When COVID-19 hit in March, I had to assume caring for Mr. Pre-School and teaching Ms. First Grade. About two days in I thought to myself, “OK, I think I got the hang of this. Put in a solid day’s work. Maybe start dinner soon. But lemme just rest my weary bones, after all it’s … 1:24 p.m.!?!?!!”
I realized at that moment that I faced the very real possibility that if the virus didn’t kill me, being the sole parental/educational figure in each of their lives would.
To get through the day I had to find the fuel, and my personal options are limited. Coffee is a mirage for me – too many times I’ve been lured in by its pleasant aroma only to be burned by its rancid taste. Usually my morning caffeine intake consists of Diet Coke (because if I refuse to change some college habits because that means I’m still young) and tea (because I am a fancy man). Turns out, I had to hit myself with that one-two punch multiple times a day to make it through. At first the only side effect was peeing so much that even pregnant women were like “Damn, son, you’ve got a thimble for a bladder.” But at least I was getting in my steps going to and from the can.

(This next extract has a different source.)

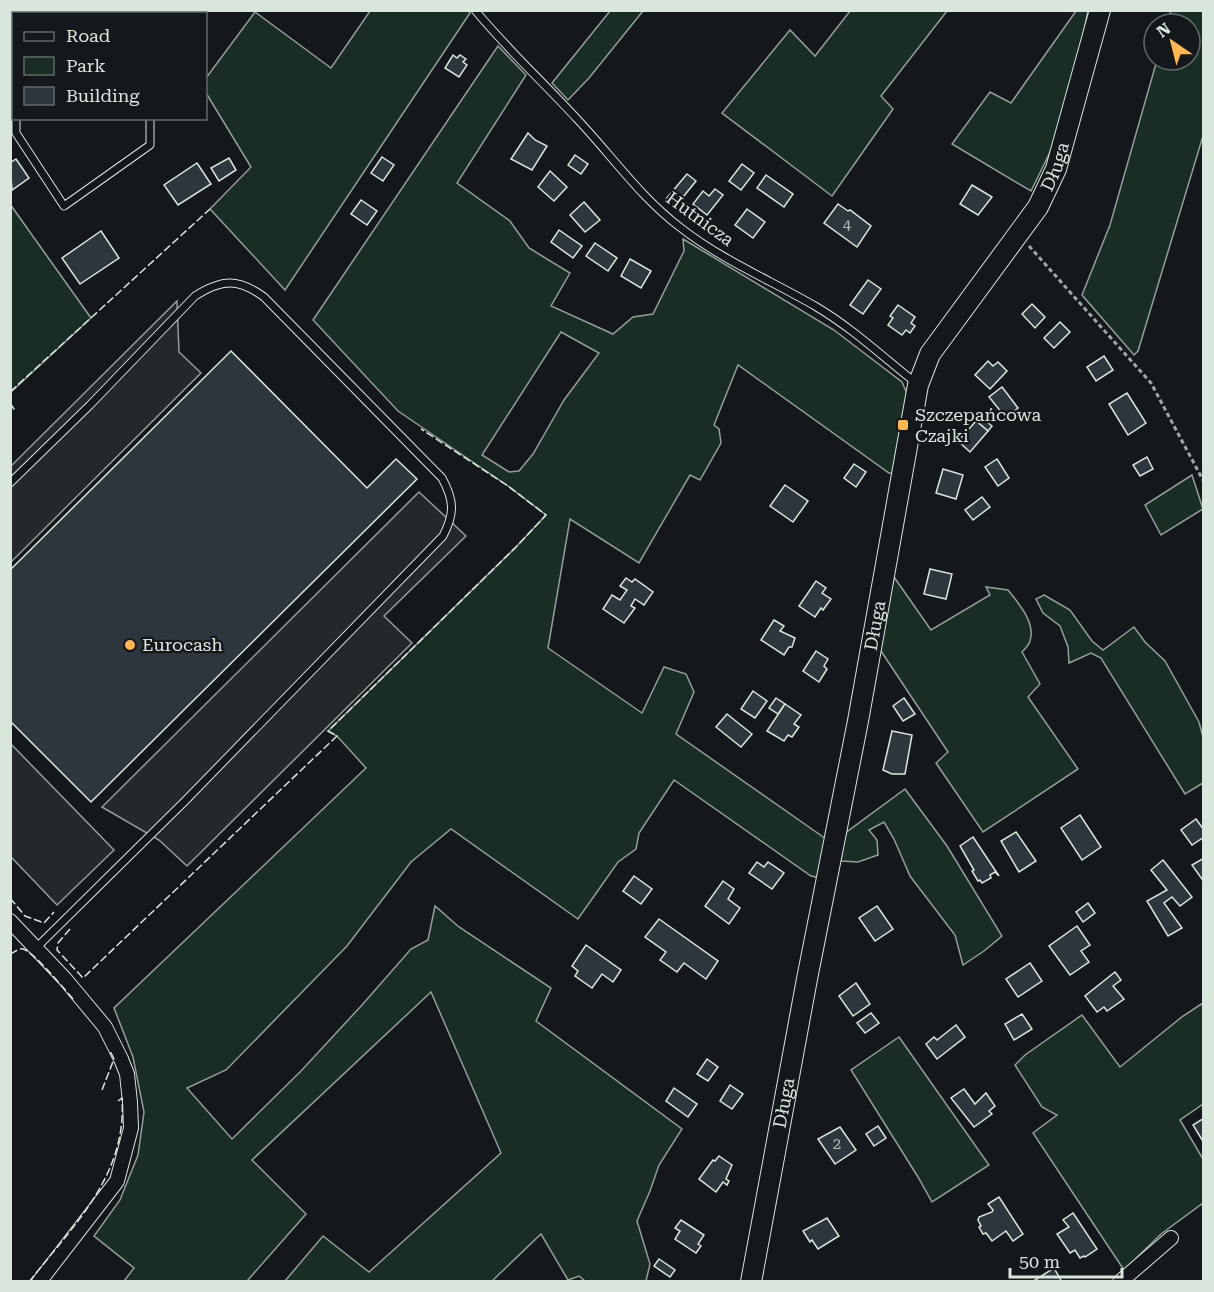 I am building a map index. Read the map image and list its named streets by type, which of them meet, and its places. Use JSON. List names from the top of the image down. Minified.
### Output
{"streets":{"street":["Długa"],"lane":["Hutnicza"]},"crossings":[["Długa","Hutnicza"]],"places":{"transit":["Szczepańcowa Czajki"],"other":["Eurocash"]},"house_numbers":["4","2"],"legend":["Road","Park","Building"],"scale_bar":"50 m","north":"top left"}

Over time I noticed my sleep habits started to resemble that of a farmer. Where my night once had not been complete until I had caught a little late night TV, I was now eyeing the clock at 8:45, trying to calculate how much longer I had to hang in there before I could begin getting ready for my own beddy-bye. All in all, it’s pretty humiliating. I already have reading glasses, I don’t need this.
On the flip side, I found myself getting up earlier and earlier. These days I am clocking in well before the sun even considers rising. And know what? I LOVE IT!
There’s no yelling, whining or screaming. I don’t have to make sure any one is doing schoolwork. There’s no need to oversee what anyone is ingesting or excreting. Most of the time I just bask in the dark and silence of my personal sensory deprivation tank.
So, what gives?
An informal survey of random parents (i.e., people I know) reveals that there is a lot of this going around. The morning people among us have described their pre-dawn rising to a phenomenon scientifically known as “the only goddamn time I ever get to myself.” The night owls posit that staying up till two or three in the morning is “the only goddamn time I can get anything done.” For this latter group of moms and dads, it helps to have older kids who are (allegedly) self-sufficient enough to get themselves up and fed in the morning or a priceless spouse/partner who can handle the morning routine while you sleep in (hi, honey!). Everyone agrees that between kids and work, they are drained whenever it is they get to sleep.
Is this bad? Not necessarily. As someone with apnea, I have my very own sleep doctor (not to be confused with this sleep doctor) and the generally held belief is that the pandemic has knocked everyone’s schedules off kilter. If you are getting seven to nine hours a night of restful shuteye, you are ahead of the game. Once enough people get vaccinated in this country (within the next 15 years at this rate) your lifestyle will get back to what it was and so will your body’s internal clock.
But if you’re not …
Then it’s time to talk, to put down this blog and see a doctor. COVID-related sleep issues such as anxiety is a very real thing with very real consequences – up to and including your physical and emotional health. Insomnia, alcohol/substance abuse, and nightmares when you finally do manage to go down are just part of it. Let’s face it, if you’re on this site you have other people in your life who need you to be sharp. So talk to your physician, do some relaxation exercises, and get some rest.
Then you can tell me all about how you hadn’t noticed how much this stupid virus kept you sleep-deprived, and how great you feel now. Just not over a cup of coffee.